As to defendant's testimony that he did not see the victims until he struck them it is settled that this constitutes no defense. This is the law in civil cases. Brown v. Saunders, D.C.Mun.App., 89 A.2d 632; Brown v. Clancy, D.C.Mun.App., 43 A.2d 296; Capital Transit Co. v. Holloway, D.C. Mun.App., 35 A.2d 649. It is also the law in criminal cases. In Ziegler v. District of Columbia, D.C.Mun.App., 71 A.2d 618, a defendant was charged with violating a traffic regulation which required that a motorist give full time and attention to the operation of his vehicle. The evidence showed that as he was making a left turn five small children were attempting to cross the street. Three of them crossed in safety but he struck the other two. Despite his explanation that in directing his attention toward the three children he had seen he failed to see the other two children, he was convicted and we affirmed.

Appellant says that the trial court "erred in not allowing defendant to present testimony that complaining witnesses were in fact unlawfully crossing street." But the record does not show that the trial court excluded any evidence whatever or denied appellant the opportunity of presenting evidence on this or any other part of his defense, on cross-examination or otherwise.

Another assignment of error charges that Mrs. Sully was improperly permitted to be in the company of her husband following her testimony and prior to the husband's testimony. Again the appellant is making a contention not supported by the record. The statement of evidence recites that Mr. Sully testified ahead of his wife. Moreover the record does not indicate that either party requested the exclusion or segregation of witnesses.

Appellant complains that the trial court exceeded its powers in imposing sentence because it added to the sentence of $50 the words "or 50 days."[1] We have several times ruled that the Code authorizes this method of sentencing and that such does not constitute a jail sentence but is a necessary and proper method of enforcing payment of a fine. Perlich v. District of Columbia, D.C.Mun.App., 90 A.2d 227, and cases there cited.

Another matter requires a word of mention. In his brief appellant says that he should have been permitted a continuance. But refusal of a continuance was not included in the assignments of error filed in the trial court nor in those listed in appellant's brief in this court. He does argue the point in his brief under a general argument that the trial court displayed prejudice and bias. This specific charge and the general charge with which it is presented have no support in the record. The transcript shows the following: "When the case was called, defendant stated that his counsel was engaged before the District Court of the United States but that he would appear later. When the case was called again defendant's counsel was still engaged before another court. A continuance date was discussed but no satisfactory date was agreed upon by the parties and thereafter defendant was asked if he were willing to proceed without counsel, to which he answered in the affirmative." Obviously under these circumstances we must rule that appellant can claim no prejudice.

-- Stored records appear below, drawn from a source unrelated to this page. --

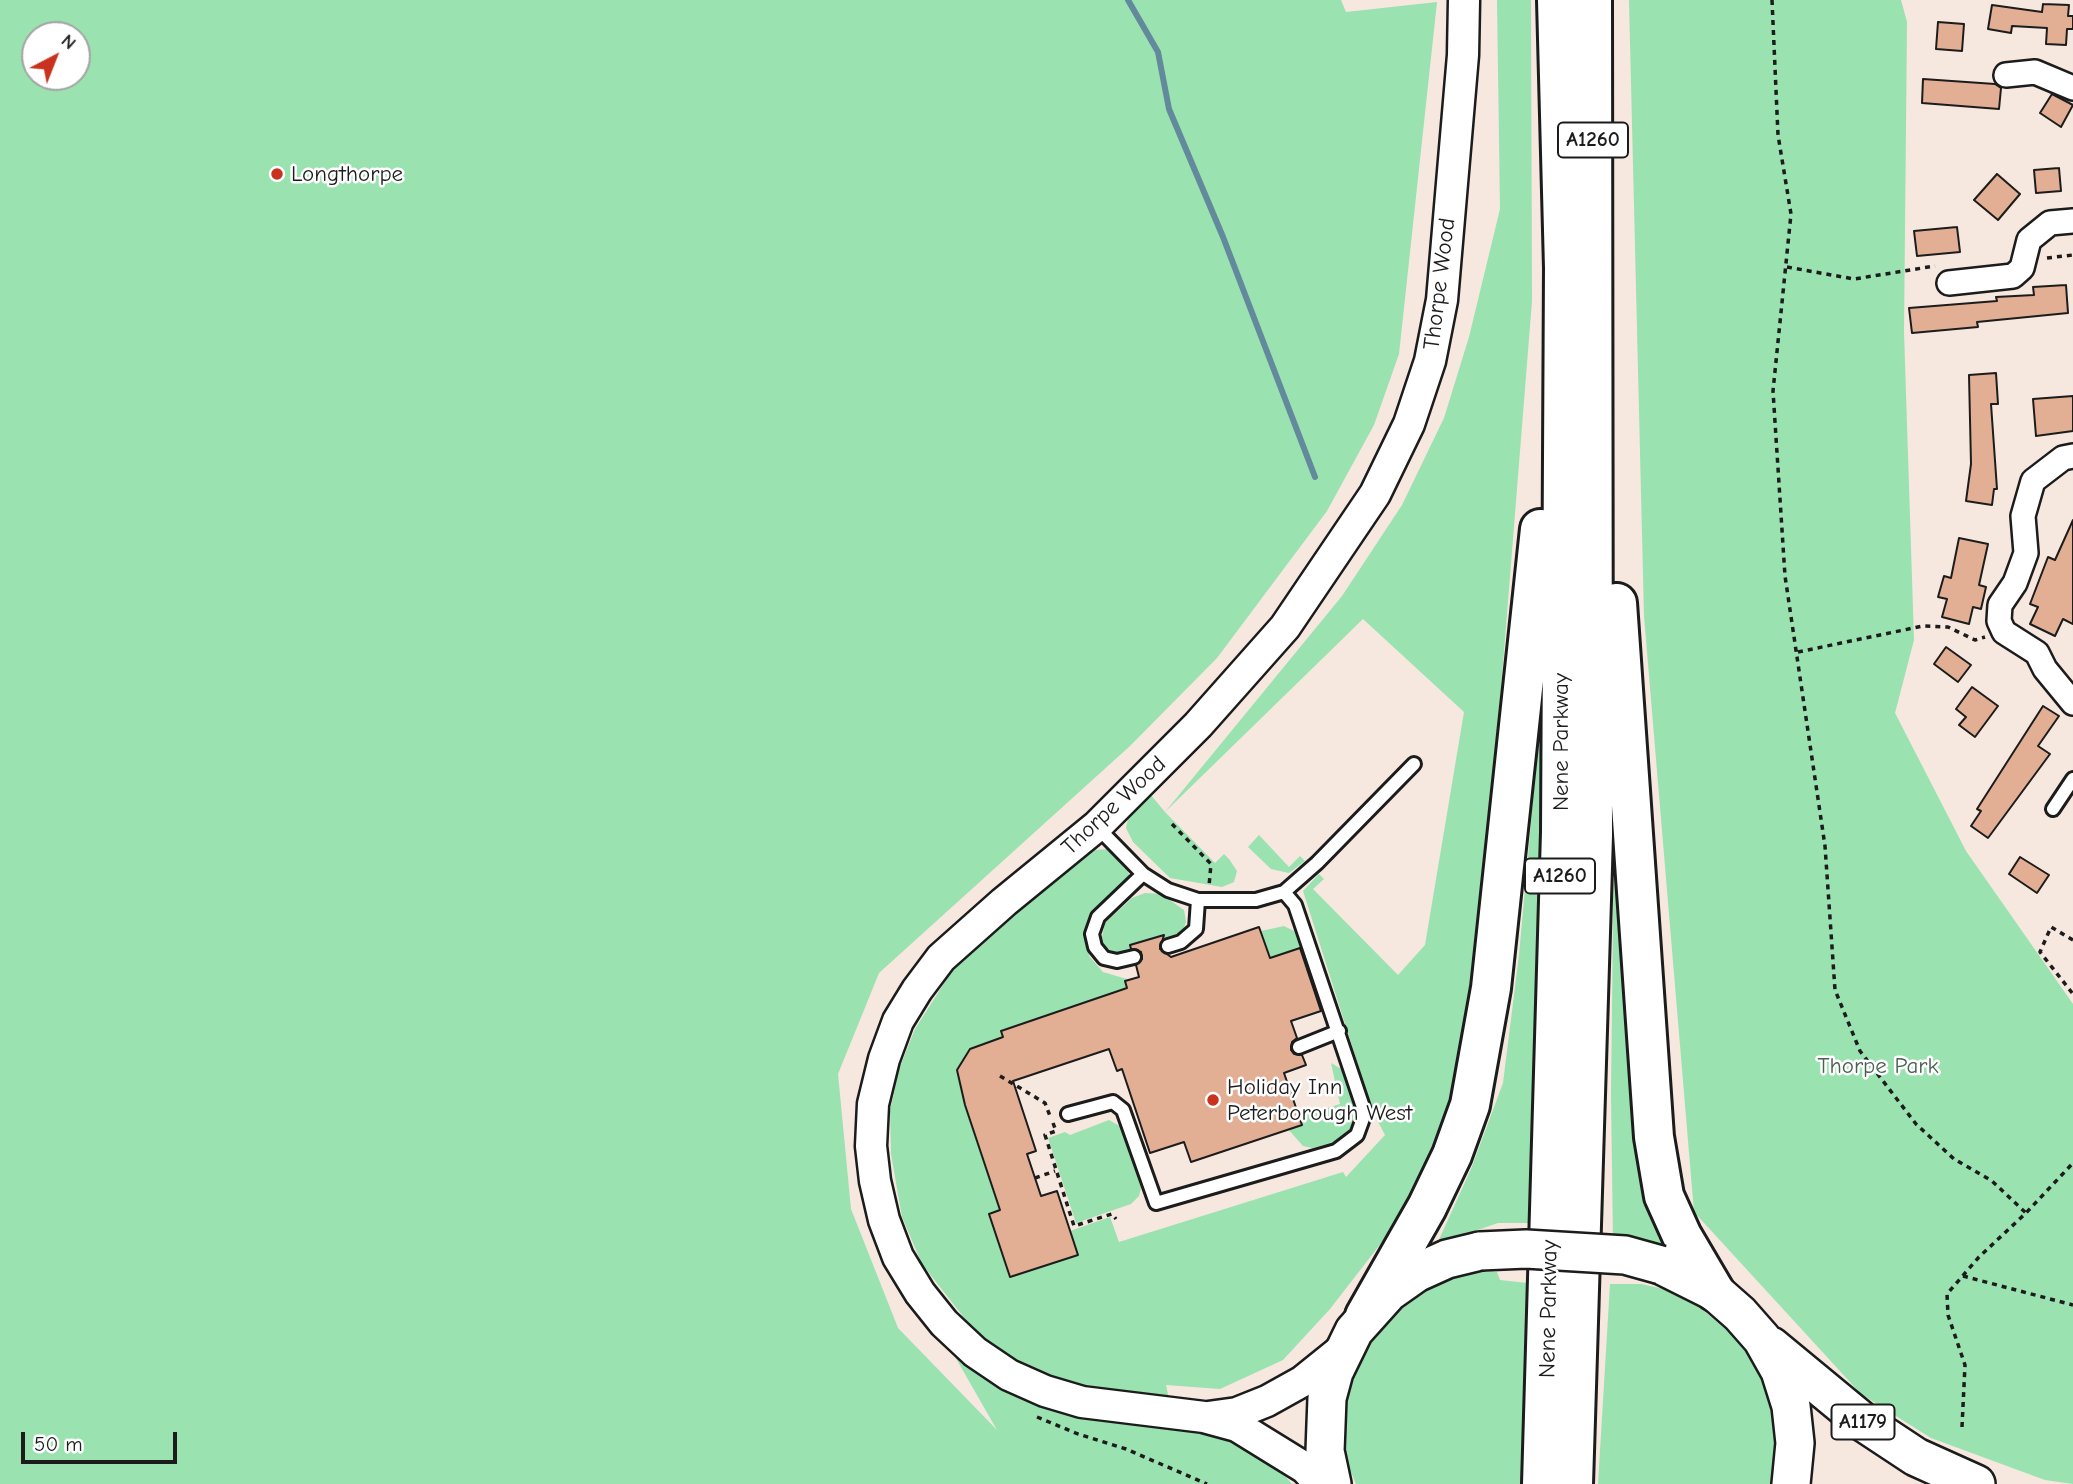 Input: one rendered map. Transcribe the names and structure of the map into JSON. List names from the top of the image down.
{
  "streets": {
    "highway": ["A1260", "Nene Parkway"],
    "main road": ["A1179"],
    "street": ["Thorpe Wood"]
  },
  "parks": ["Thorpe Park"],
  "places": ["Longthorpe", "Holiday Inn Peterborough West"],
  "scale_bar": "50 m",
  "north": "top right"
}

Because of the seriousness to defendant of the conviction and the effect it may have on his livelihood we have given particular care to the study of this case. Having in mind the adverse weather conditions and poor visibility with which he was confronted at the time, it is fair to say that we do not thnk his offense was of an extreme or aggravated nature. But it is no part of our function to weigh the degree or extent of a defendant's guilt. Our function is only to decide whether the evidence supports the conviction. We are satisfied that it does, and that it reveals no prejudicial error.

Affirmed.

NOTES

[1] Appellant says that this part of the sentence was not made known to him at the time but was added later without his knowledge. The record does not reveal that this was so.